EDIT: So does van Eyck's use of colors and how he paints clothes. He just seems to give them actual weight.
This is genuinely amazing. The folds on the carpet are blowing my mind.
 

Mr. Fantastic

Alt-account
Banned
Apr 27, 2018
3,189
Been posted already but the only one that has stuck with me from my visit to El Prado has been "Saturn Devouring His Son"



The definition of haunting.
 

Hitmeneer

Member
Oct 30, 2017
93
Oh I am not trying to take away anything from Vermeer at all. Amazing works of art that stand the test of time and will continue to be amazing for the rest of recorded humanity.

I do think though, it is important to understand the process to create works. Vermeer's realism was so far ahead of anyone at the same time that people couldn't believe (and still are amazed) that it was done "freehand". Vermeer's works and process have literally been recreated and the theory has serious support behind it.

It does NOTHING to remove any accomplishments of the works themselves. Tracing doesn't bring life and depth to painting, but it assisted in bringing realism in a time it was not possible.

And honestly, it's more of a testament to the impressiveness of Vermeer in all, than does to diminish anything.
Then we are ok! :D
 

LeleSocho

Member
Dec 3, 2017
1,866
great, beautiful sculpture that one. Speaking of intricate marble details, this one always blows my mind. Queirolo's Il Disinganno.



HE MADE A NET OUT OF MARBLE JESUS FUCK
Yeah it resides in the Cappella di San Severo here in Napoli where the main attraction and centerpiece is the Cristo Velato (Veiled Christ) made by Giuseppe Sanmartino but whenever i go there i always go to its right to watch Il Disinganno, a much more impressive sculpture if you ask me.

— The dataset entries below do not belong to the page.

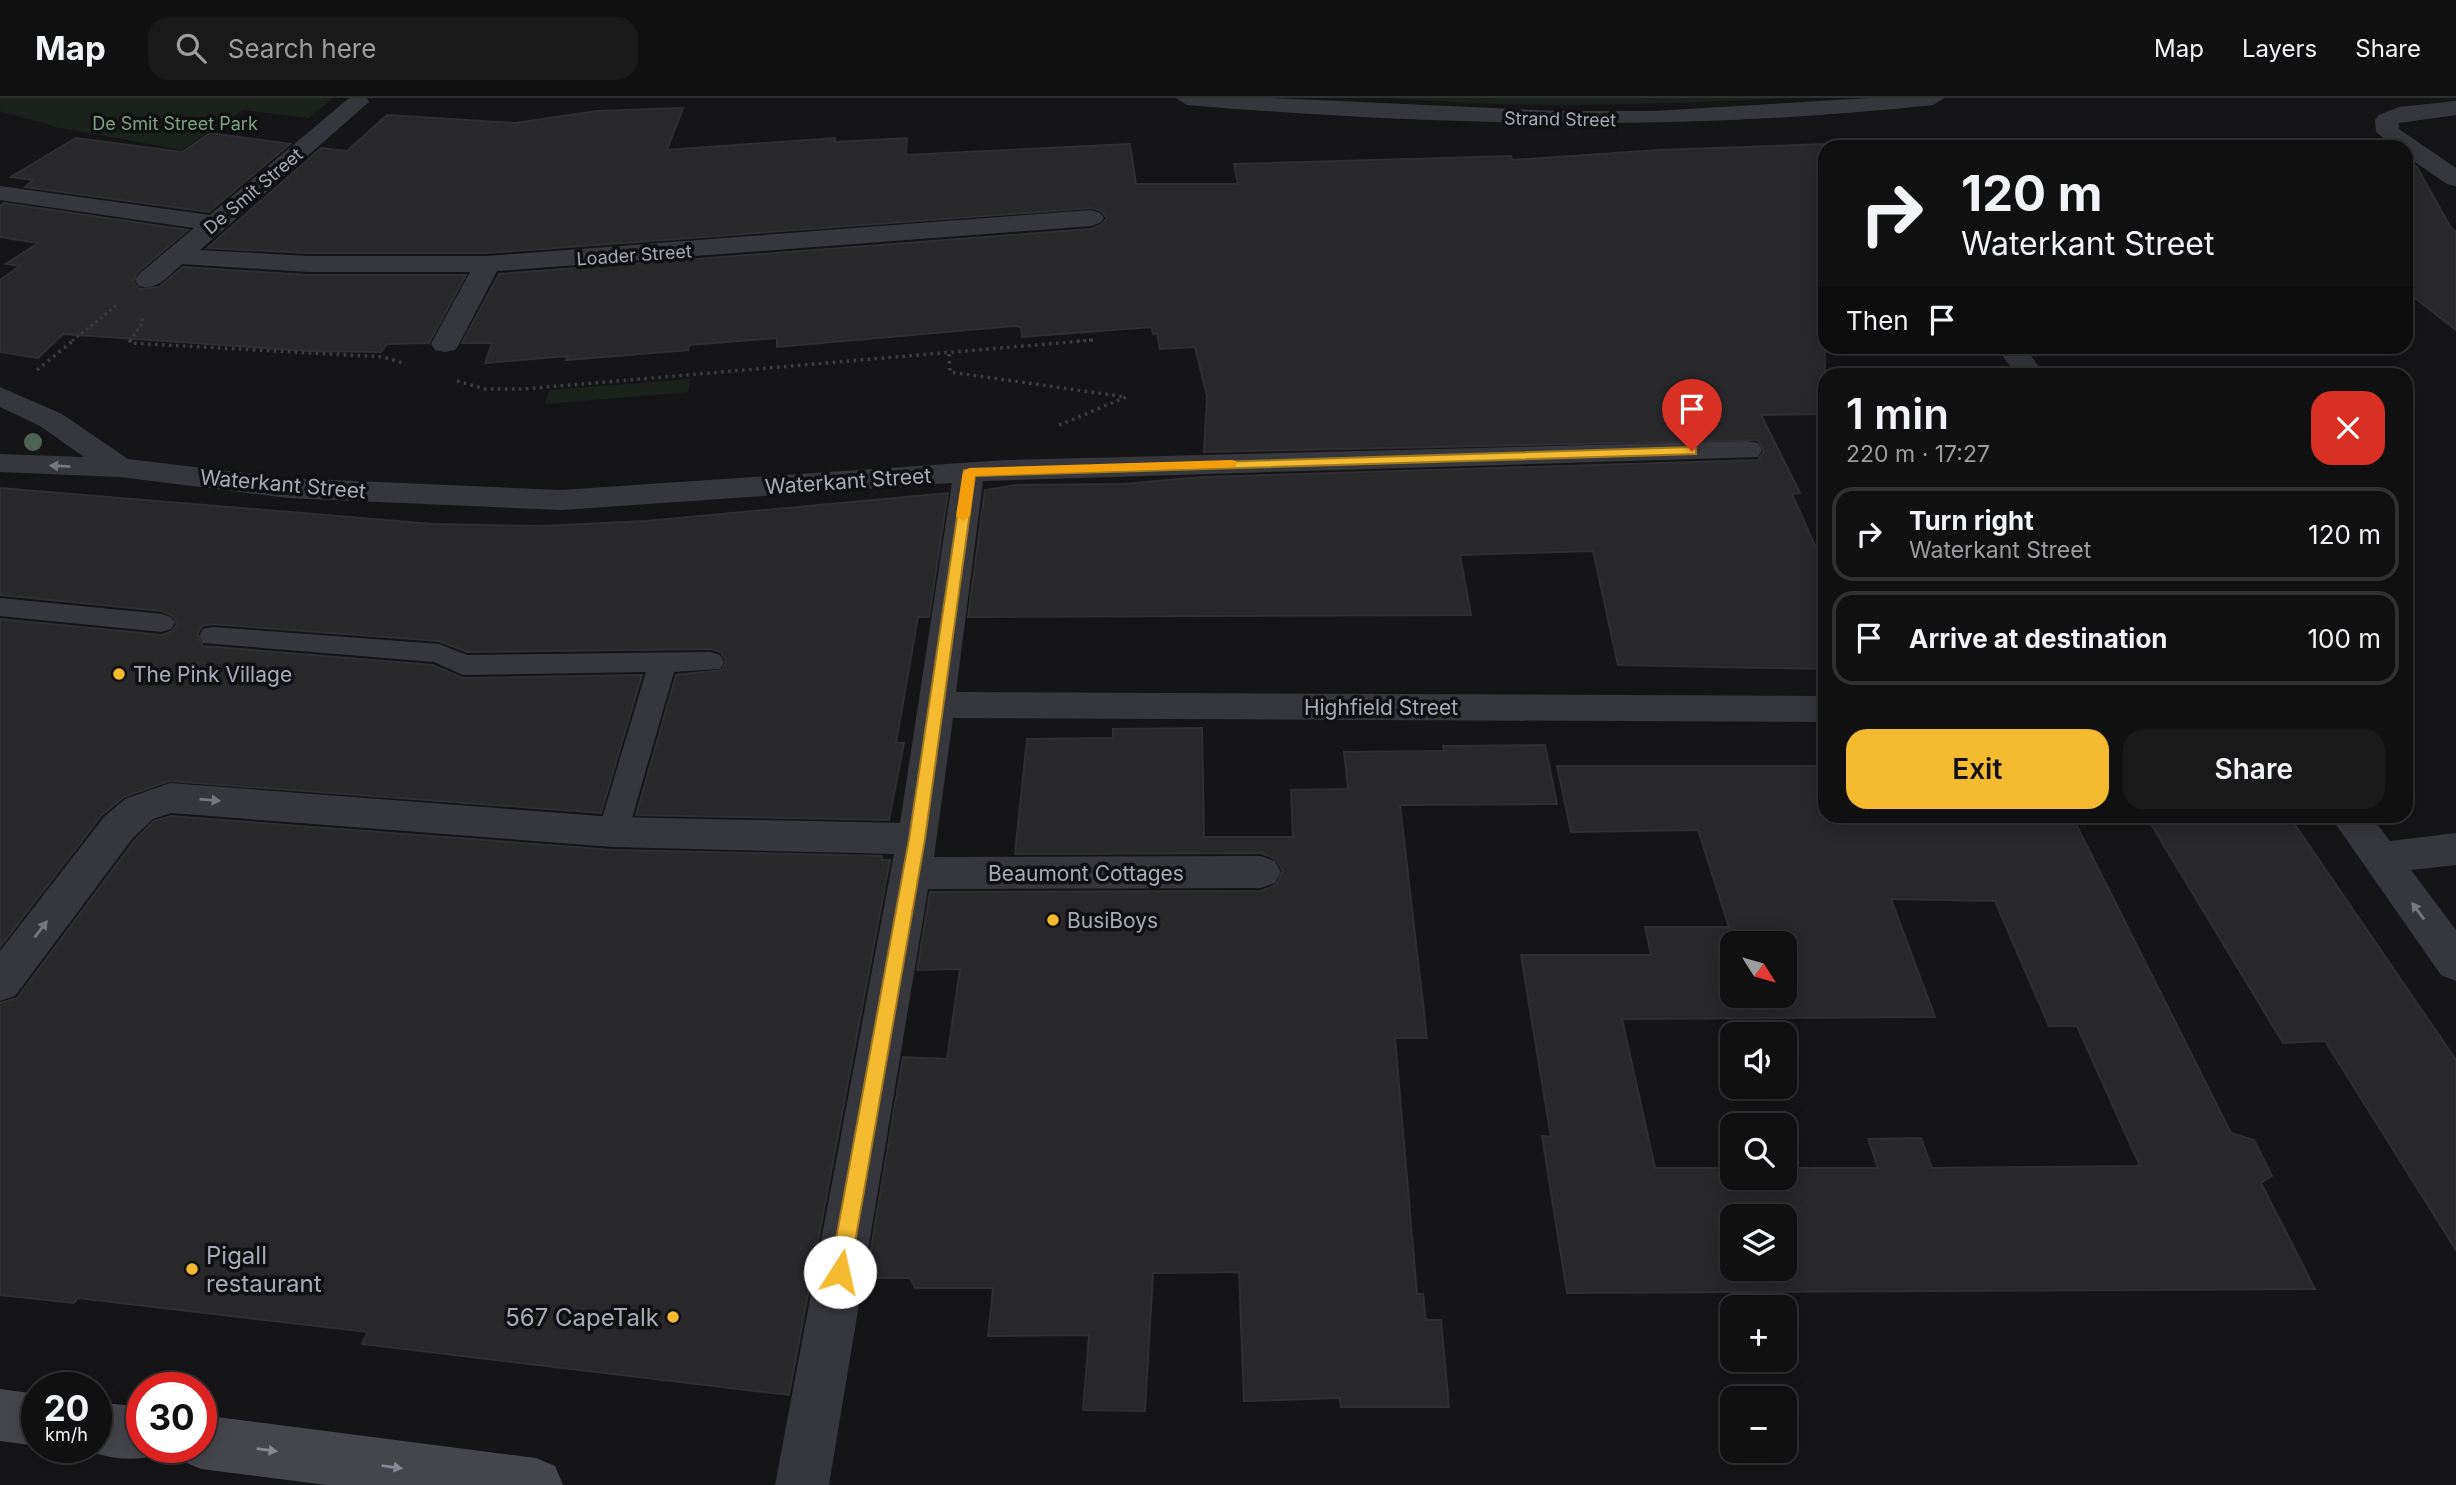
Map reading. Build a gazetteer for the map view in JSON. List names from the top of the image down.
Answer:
{
  "streets": {
    "street": [
      "Strand Street",
      "De Smit Street",
      "Loader Street",
      "Waterkant Street",
      "Highfield Street",
      "Beaumont Cottages"
    ]
  },
  "crossings": [
    ["De Smit Street", "Loader Street"]
  ],
  "one_way": ["Beaumont Cottages"],
  "parks": ["De Smit Street Park"],
  "places": [
    "The Pink Village",
    "BusiBoys",
    "Pigall restaurant",
    "567 CapeTalk"
  ],
  "north": "bottom right",
  "page": {
    "header": "Map",
    "search": "Search here",
    "nav": ["Map", "Layers", "Share"],
    "turn": ["120 m", "Waterkant Street"],
    "then": "Then",
    "heading": ["1 min", "220 m · 17:27"],
    "list": [
      {
        "name": "Turn right",
        "note": "Waterkant Street",
        "value": "120 m"
      },
      {
        "name": "Arrive at destination",
        "value": "100 m"
      }
    ],
    "buttons": ["Exit", "Share"],
    "map_buttons": ["+", "−"],
    "speed": "20 km/h",
    "limit": "30"
  }
}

As for paintings i prefer Scuola di Atene (School of Athens) or else something made by Caravaggio
 

FiveSide

Member
Oct 25, 2017
2,621
This is a fantastic thread and lots of favorites have already been posted already, so I'll just settle for one I really like that hasn't been posted yet, rather than what I consider the "greatest painting":



This is the London Madonna on the Rocks by Da Vinci (or, controversially, Da Vinci et al.). I've, ah, gotten in trouble before for my belief that, with an artist whose works include the literal Mona Lisa, my favorite face of his is actually in this painting. Specifically:



I have always found this face remarkable not just for its beauty, but for its universality. In its soft curves and warm, full cheeks it has a sort of feminine radiance, and yet there is in equal parts a masculine sharpness to the jaw and a subtly defined brow above the more delicate eyes that suggests a masculine structure. Whereas in a portrait the face is often centered and prominent, here this angel is not the subject at all, but merely an onlooker; it is precisely in this feeling that the angel is also an audience to the painting that there is a powerful air of mystery and attraction towards it, as if you're supposed to be looking at the Madonna (whose eyes, incidentally, aren't quite visible), but are inexorably drawn to this luminous individual off to the side instead. I would compare it to going to a music concert and seeing someone strikingly attractive in the audience across from you; a sort of incidental surprise at seeing a beauty that is incidental to the main event. And I think the more ambiguous sexuality ties masterfully into those feelings, as a symbol of the sort of uncertainty with which we would half-remember such a meeting. It is, in effect, a covert, meaningless glance at a beautiful nobody, tenderly immortalized in a painting where that moment lasts forever. It single-handedly makes the painting as a whole one of my favorite Da Vinci pieces.
 

fuchsdh

Member
Oct 25, 2017
3,759
great, beautiful sculpture that one. Speaking of intricate marble details, this one always blows my mind. Queirolo's Il Disinganno.



HE MADE A NET OUT OF MARBLE JESUS FUCK
That is, indeed, nuts.

As much as I love painting and think it's generally far more effective as art, I'll always be more impressed by sculptural skills.
 

astro

Member
Oct 25, 2017
15,020
Art is subjective right?

It boring to me. I'm sure the painting is very well done.

Something like this is much more interesting.